Oslo,
1964. A malaise had settled over the community of
neurobiologists investigating the biological substrates of memory. Obviously, memories can last for the
lifetime of an animal. Thus it was
expected that experience should produce long-lasting changes in neuronal
function to underlie the memory trace.
The best guess for the aspect of neuronal function changed by experience
was synaptic transmission.
Synaptic transmission is the fundamental mode of rapid communication
between neurons and so is central to information processing in the brain. The
dominant hypothesis was that particular patterns of neuronal stimulation
delivered to neurons with electrodes (thereby mimicking actual experience in
the world) would produce long-lasting changes in the strength of synaptic
transmission. The problem at the
root of the malaise: no evidence
whatsoever for this postulated mechanism. The longest-lasting changes that had been recorded
persisted for only a minute or two— a time scale that was totally insufficient
for memory storage.
In 1964, Terje
Lomo was a doctor in the Norwegian navy, soon to be discharged. On leave in Oslo to look for a job, he
bumped into the neurophysiologist Per Andersen, walking down the street. After an animated conversation about
synapses and neurons, he agreed to join Andersen’s laboratory as a Ph.D.
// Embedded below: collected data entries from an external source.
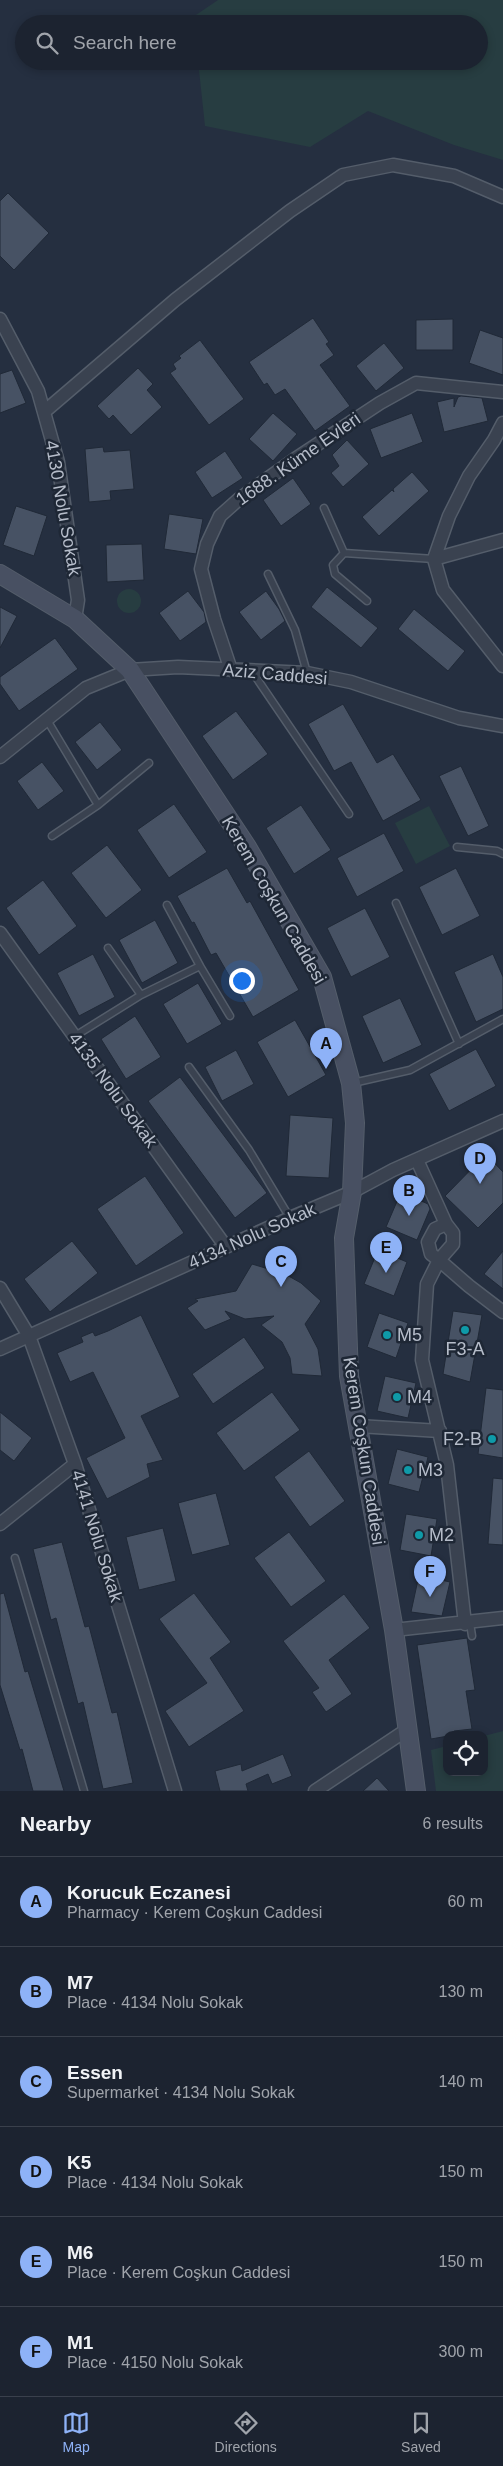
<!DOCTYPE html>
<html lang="en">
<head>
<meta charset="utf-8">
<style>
  body { margin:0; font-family:Helvetica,sans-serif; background:#292f3c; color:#f1f3f6 }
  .controls { position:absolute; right:15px; bottom:15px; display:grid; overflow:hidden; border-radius:10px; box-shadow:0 2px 8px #0003 }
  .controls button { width:45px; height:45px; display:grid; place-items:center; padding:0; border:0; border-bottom:1px solid #3a404c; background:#1c2330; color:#f1f3f6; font:25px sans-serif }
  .you { position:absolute; left:241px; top:980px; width:18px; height:18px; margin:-12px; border:4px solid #fff; border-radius:50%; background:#1a73e8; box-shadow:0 0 0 8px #1a73e833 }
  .badge { display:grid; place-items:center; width:32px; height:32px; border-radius:50%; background:#8eb2f7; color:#111; font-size:16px; font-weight:700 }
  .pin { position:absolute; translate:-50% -41px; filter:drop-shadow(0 1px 2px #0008) }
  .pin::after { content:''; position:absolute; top:26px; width:18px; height:15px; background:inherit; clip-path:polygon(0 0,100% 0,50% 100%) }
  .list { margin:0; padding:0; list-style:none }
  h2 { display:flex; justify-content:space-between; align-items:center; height:65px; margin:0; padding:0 20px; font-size:21px }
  h2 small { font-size:16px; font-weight:400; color:#a0a4ab }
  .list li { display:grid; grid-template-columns:32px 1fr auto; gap:15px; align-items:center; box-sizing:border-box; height:90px; padding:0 20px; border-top:1px solid #3a404c }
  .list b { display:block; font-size:19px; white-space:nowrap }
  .list p { margin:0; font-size:16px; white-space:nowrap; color:#a0a4ab }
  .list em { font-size:16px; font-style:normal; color:#a0a4ab }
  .icon { flex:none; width:28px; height:28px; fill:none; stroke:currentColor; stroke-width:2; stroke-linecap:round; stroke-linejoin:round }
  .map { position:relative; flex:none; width:503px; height:1791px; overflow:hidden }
  .search { position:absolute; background:#1c2330; box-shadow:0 2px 8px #0003; left:15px; right:15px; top:15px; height:55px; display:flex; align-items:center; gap:12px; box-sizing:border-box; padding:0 18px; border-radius:28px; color:#a0a4ab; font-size:19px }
  .sheet { height:605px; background:#1c2330 }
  nav { display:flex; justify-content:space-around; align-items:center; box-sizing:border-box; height:70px; border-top:1px solid #3a404c; background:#1c2330; font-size:14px; color:#a0a4ab }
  nav a { display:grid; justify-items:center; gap:2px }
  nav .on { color:#8eb2f7 }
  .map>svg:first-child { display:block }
</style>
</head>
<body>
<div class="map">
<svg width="503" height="1791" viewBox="0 0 503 1791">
  <rect width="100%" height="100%" fill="#252f40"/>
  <!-- green -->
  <path fill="#273d41" d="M218,0H503V160L454,145L368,111L310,147L205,126L198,61H479V24H193V17Z
    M117 601a12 12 0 1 1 24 0a12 12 0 1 1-24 0Z
    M429,806L450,846L416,864L395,823Z
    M503,1731V1791H436L431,1750L447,1746V1772H484V1736Z"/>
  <!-- building -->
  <path fill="#475264" stroke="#202937" d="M8,193L49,233L14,270L0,256V201Z
    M313,318L329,342L326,344L334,355L320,365L350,406L315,431L285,389L275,395L267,383L264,385L249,362Z
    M453,319V350H416V320Z
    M480,330L503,338V375L469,363Z
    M200,340L244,399L209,425L170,373L176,369L173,364L181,358L179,356Z
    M384,343L404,368L376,391L356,366Z
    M138,368L153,384L147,390L162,407L131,435L113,415L109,419L97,406Z
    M12,370L26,403L0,413V374Z
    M461,396L482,398L488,421L444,432L437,402L454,398V407L458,397Z
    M273,413L297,434L273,461L249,439Z
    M412,413L423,442L381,458L370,429Z
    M347,440L369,464L343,487L331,473L339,466L332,455Z
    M103,447L104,452L130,450L134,489L110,491L111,500L89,502L85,449Z
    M225,451L243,478L212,498L195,472Z
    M412,472L429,491L379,536L362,517L392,490L394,492L393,489Z
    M293,478L311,504L281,526L263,500Z
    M16,506L47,516L34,556L3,545Z
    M169,514L203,519L196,554L164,549Z
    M142,544L144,580L107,582L106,545Z
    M327,587L378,628L361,648L311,607Z
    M188,591L204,612L206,622L180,641L159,613Z
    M266,591L279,609L285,621L261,640L239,612Z
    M0,607L17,616L0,648Z
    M414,609L465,651L448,671L398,629Z
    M55,638L78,669L19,711L0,684V677Z
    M343,704L377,763L393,754L421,800L383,821L351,762L334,771L308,724Z
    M236,711L268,754L233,780L202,736Z
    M100,722L122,750L97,770L75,742Z
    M42,762L64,791L38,810L17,781Z
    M461,766L489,826L468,836L439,776Z
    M174,804L207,852L169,878L137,830Z
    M301,805L331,850L294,874L266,828Z
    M384,833L404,871L357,897L337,858Z
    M107,845L142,890L106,918L71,873Z
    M227,868L247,903L250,901L299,990L253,1017L216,953L211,955L194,922L192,923L177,896Z
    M456,868L480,916L442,935L419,887Z
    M43,880L77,926L39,955L6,908Z
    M365,908L390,957L351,977L327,928Z
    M155,920L178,963L142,983L119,940Z
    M93,954L115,997L79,1016L57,973Z
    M493,954L503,977V1009L476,1022L454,972Z
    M198,983L222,1024L187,1044L163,1004Z
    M400,998L422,1045L383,1063L362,1016Z
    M135,1016L161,1057L126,1079L101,1039Z
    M295,1020L326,1075L288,1097L257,1042Z
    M476,1049L496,1086L449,1111L429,1074Z
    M236,1050L254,1084L222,1101L205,1067Z
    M180,1077L267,1193L235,1218L148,1101Z
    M290,1115L333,1118L329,1178L286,1176Z
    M486,1154L503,1172V1203L478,1228L445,1196Z
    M145,1176L184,1233L136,1266L97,1209Z
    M401,1192L428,1204L430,1209L417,1240L386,1227Z
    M72,1241L98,1273L50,1312L24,1279Z
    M378,1250L407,1262L394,1296L364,1284Z
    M503,1251V1289L484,1274Z
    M252,1264L285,1274L301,1283L321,1301L305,1324L318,1349L322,1376L292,1374L290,1358L282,1342L261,1325L274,1316L245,1319L225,1311L231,1319L205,1330L187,1308L198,1301L195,1299L236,1291Z
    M453,1311L482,1315L470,1382L443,1374Z
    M379,1313L408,1323L396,1358L367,1347Z
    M141,1315L180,1397L141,1416L163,1460L147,1464L150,1477L107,1499L86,1458L125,1438L93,1372L70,1382L57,1353L83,1342L81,1337L93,1332L95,1336L108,1331Z
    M244,1337L265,1368L213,1404L192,1374Z
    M385,1376L416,1383L408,1418L377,1411Z
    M486,1388L503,1390V1458L478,1454Z
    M272,1392L300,1430L244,1471L216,1433Z
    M0,1412L32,1438L14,1461L0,1450Z
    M397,1449L428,1457L419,1492L388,1484Z
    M309,1451L345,1501L310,1527L274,1477Z
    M493,1478L503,1479V1545L488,1544Z
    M216,1493L230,1545L192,1555L178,1503Z
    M406,1514L437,1519L431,1556L400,1550Z
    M163,1528L176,1581L139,1590L126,1537Z
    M289,1532L326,1581L291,1607L254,1558Z
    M62,1542L85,1627L89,1626L112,1713L117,1712L133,1783L103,1789L83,1702L78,1704L56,1618L51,1620L33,1549Z
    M419,1575L450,1582L442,1616L411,1612Z
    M4,1593L25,1672L28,1671L64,1791H33L22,1749L20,1750L0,1685V1594Z
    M194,1593L231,1642L210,1658L244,1711L189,1747L165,1711L207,1683L159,1619Z
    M344,1594L370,1628L329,1660L352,1694L326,1712L312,1692L319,1688L283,1641Z
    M467,1638L475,1690L466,1691L472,1729L454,1731V1735L431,1739L417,1645Z
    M283,1754L292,1776L272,1784L268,1774L246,1784L248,1791H220L215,1771L241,1764L242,1771Z
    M377,1778L389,1791H363Z"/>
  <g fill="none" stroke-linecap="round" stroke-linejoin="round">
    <defs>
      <path id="lane" d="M324,508L344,553L434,559
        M344,553L333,565L335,574L367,601
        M268,574L295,630L307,673
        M251,670L349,814
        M47,720L98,805
        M52,836L98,805L149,763
        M457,847L497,851L503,854
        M396,903L459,1044
        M108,948L141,995
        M200,966L230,1016
        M75,1036L141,995L200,966L167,905
        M189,1067L249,1150L290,1218
        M353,1083L410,1070L503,1019
        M15,1558L84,1791
        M470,1623L472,1636"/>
      <path id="street" d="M0,319L38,391L58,462L78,600L75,619
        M44,412L175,300L290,211L343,175L393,165L454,176L503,197
        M503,423L494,440L469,476L449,516L434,559L443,590L503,666
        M434,559L503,540
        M231,670L214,619L201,569L207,544L220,516L239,499L295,459L380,403L416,383L503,392
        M0,757L86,688L130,670L178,667L307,673L351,682L459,718L503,726
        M0,933L226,1247
        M417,1160L446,1224L453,1233V1244L439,1260L431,1254L428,1242L435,1229L446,1224
        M0,1288L29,1336L75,1464L175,1791
        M0,1349L290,1218L352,1192L393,1170L503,1121
        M358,1426L440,1431
        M0,1524L75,1464
        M465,1624L447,1465L422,1360L427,1284L439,1260L469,1286L503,1312
        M394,1630L503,1618
        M315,1791L408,1729"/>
      <path id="secondary" d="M0,574L75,619L130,670L247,847L322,977L351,1083L355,1123L352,1192L344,1238L349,1376L394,1630L416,1791"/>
    </defs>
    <!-- lane casing -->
    <use href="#lane" stroke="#545d6a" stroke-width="9"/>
    <!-- street casing -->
    <use href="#street" stroke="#545d6a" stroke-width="15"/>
    <!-- secondary casing -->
    <use href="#secondary" stroke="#545d6a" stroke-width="20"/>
    <!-- lane -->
    <use href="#lane" stroke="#3a4250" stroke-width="6"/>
    <!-- street -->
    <use href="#street" stroke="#3a4250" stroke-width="12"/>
    <!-- secondary -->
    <use href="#secondary" stroke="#485062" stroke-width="18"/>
  </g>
  <!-- markers -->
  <g fill="#0f9aa8" stroke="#1e2735" stroke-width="2">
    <circle cx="465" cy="1330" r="5"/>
    <circle cx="387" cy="1335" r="5"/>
    <circle cx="397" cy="1397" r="5"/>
    <circle cx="492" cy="1439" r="5"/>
    <circle cx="408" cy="1470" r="5"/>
    <circle cx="419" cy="1535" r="5"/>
  </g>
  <g text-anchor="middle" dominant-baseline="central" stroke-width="5" stroke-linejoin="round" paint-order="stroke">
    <!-- street labels -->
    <g font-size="18" fill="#b6bdca" stroke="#1e2735">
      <text transform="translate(298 459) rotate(-35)">1688. Küme Evleri</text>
      <text transform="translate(63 508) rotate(80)">4130 Nolu Sokak</text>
      <text transform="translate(275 674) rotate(5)">Aziz Caddesi</text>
      <text transform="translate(274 900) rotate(60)">Kerem Coşkun Caddesi</text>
      <text transform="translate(113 1090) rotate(54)">4135 Nolu Sokak</text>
      <text transform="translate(252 1236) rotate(-24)">4134 Nolu Sokak</text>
      <text transform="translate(364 1451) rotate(81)">Kerem Coşkun Caddesi</text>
      <text transform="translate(97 1536) rotate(73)">4141 Nolu Sokak</text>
    </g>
    <!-- poi labels -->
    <g font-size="18" fill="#b6bdca" stroke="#1e2735" text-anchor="start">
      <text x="397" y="1335">M5</text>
      <text x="465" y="1349" text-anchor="middle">F3-A</text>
      <text x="407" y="1397">M4</text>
      <text x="482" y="1439" text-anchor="end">F2-B</text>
      <text x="418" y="1470">M3</text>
      <text x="429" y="1535">M2</text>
    </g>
  </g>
</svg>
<div class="controls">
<button><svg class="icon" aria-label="locate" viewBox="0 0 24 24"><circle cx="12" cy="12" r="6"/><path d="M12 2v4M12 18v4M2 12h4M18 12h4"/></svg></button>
</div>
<div class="you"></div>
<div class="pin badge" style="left:326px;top:1069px">A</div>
<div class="pin badge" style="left:409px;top:1216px">B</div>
<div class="pin badge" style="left:281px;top:1287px">C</div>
<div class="pin badge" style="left:480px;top:1184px">D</div>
<div class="pin badge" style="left:386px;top:1273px">E</div>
<div class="pin badge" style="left:430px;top:1597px">F</div>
<div class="search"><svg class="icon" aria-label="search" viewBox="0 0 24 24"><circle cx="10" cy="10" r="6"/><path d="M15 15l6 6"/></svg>Search here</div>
</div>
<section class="sheet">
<h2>Nearby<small>6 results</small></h2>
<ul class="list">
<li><span class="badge">A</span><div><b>Korucuk Eczanesi</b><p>Pharmacy · Kerem Coşkun Caddesi</p></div><em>60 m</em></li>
<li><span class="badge">B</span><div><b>M7</b><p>Place · 4134 Nolu Sokak</p></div><em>130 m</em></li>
<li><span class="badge">C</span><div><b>Essen</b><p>Supermarket · 4134 Nolu Sokak</p></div><em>140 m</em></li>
<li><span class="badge">D</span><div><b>K5</b><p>Place · 4134 Nolu Sokak</p></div><em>150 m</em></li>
<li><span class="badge">E</span><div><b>M6</b><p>Place · Kerem Coşkun Caddesi</p></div><em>150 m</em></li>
<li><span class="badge">F</span><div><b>M1</b><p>Place · 4150 Nolu Sokak</p></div><em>300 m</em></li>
</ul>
</section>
<nav>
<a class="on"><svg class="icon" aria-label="map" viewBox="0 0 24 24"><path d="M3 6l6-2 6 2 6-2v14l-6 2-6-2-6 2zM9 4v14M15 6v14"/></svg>Map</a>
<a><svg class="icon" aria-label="directions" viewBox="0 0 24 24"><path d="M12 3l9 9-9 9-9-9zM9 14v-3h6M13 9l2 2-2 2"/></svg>Directions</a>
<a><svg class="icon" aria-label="saved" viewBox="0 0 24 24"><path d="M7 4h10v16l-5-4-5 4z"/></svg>Saved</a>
</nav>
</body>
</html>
student. At that time, recordings
of synaptic function in the brain were, for a variety of technical reasons,
very difficult. Most recordings of
neuron-to-neuron synapses had been performed in the spinal cord (these yielded
the aforementioned brief facilitation).
Andersen had developed techniques to record synaptic transmission in a
brain region called the hippocampus, buried deep within the temporal lobe of
anesthetized rabbits. Lomo took up
these techniques and began to probe the properties of hippocampal
synapses. In 1965, he had the
first hints that repeated stimulation (120 pulses at 12 pulses/second), could
cause synapses to persistently increase their strength. However, it was not until the Fall of
1968, when Lomo was joined by Tim Bliss, a visiting British scientist with an
interest in memory storage, that things really took off. In their first experiment together they
used a design in which a single test pulse was delivered to measure the
synaptic strength. After recording
a series of stable baseline responses, a “conditioning stimulus” consisting of
300 pulses at 20 pulses/second was delivered. Following
several repetitions of this conditioning stimulus, the response to the
test pulse was larger, reflecting an increase in synaptic strength. Most importantly, this increase
persisted, not for a minute or two, but for many hours—as long as the recording
could be maintained. That day in
1968 marked the first real glimpse of a memory storage mechanism in the brain
and began the modern era of memory research, in which memory is analyzed at a
cellular and molecular level.
Lomo and Bliss
called their new phenomenon long-lasting potentiation or LLP. However, as often happens in science,
this name didn't stick, and it is now known as long-term synaptic potentiation
or LTP (Bliss once remarked that the expression “LLP” didn't catch on because
it made the speaker sound as if he were in need of urgent assistance). Starting in 1970’s, LTP created
tremendous excitement among memory researchers not only because of its
duration, but also because of it relation to a well-known neurological
case.
H.M. was a patient who underwent surgery to control otherwise intractable epilepsy. The surgery, which involved bilateral resection of his hippocampus and some surrounding tissue, cured the epilepsy, but left him with two profound memory impairments: he could no longer recall facts and events for a period of 1 – 2 years prior to the surgery, and, even stranger, he could no longer form any new memories for facts and events. Thus, the hippocampus was already implicated in memory storage. At that time, the idea was that LTP (and its later-discovered mirror twin, long-term synaptic depression or LTD) were rare phenomena, that would only be found at a few specialized synapses in the brain with particular roles in memory storage. That has not turned out to be the case at all: LTP and LTD are nearly ubiquitous properties of synapses and can be found everywhere from the spinal cord to the most recently evolved portions of the frontal cortex, and almost every brain region in between. Even the most ancient parts of our brain, that we share with fish and lizards, regions that control basic functions like spinal reflexes, breathing, temperature control and the sleep/wake cycle, have the LTP and LTD and hence the capacity to be modified by experience.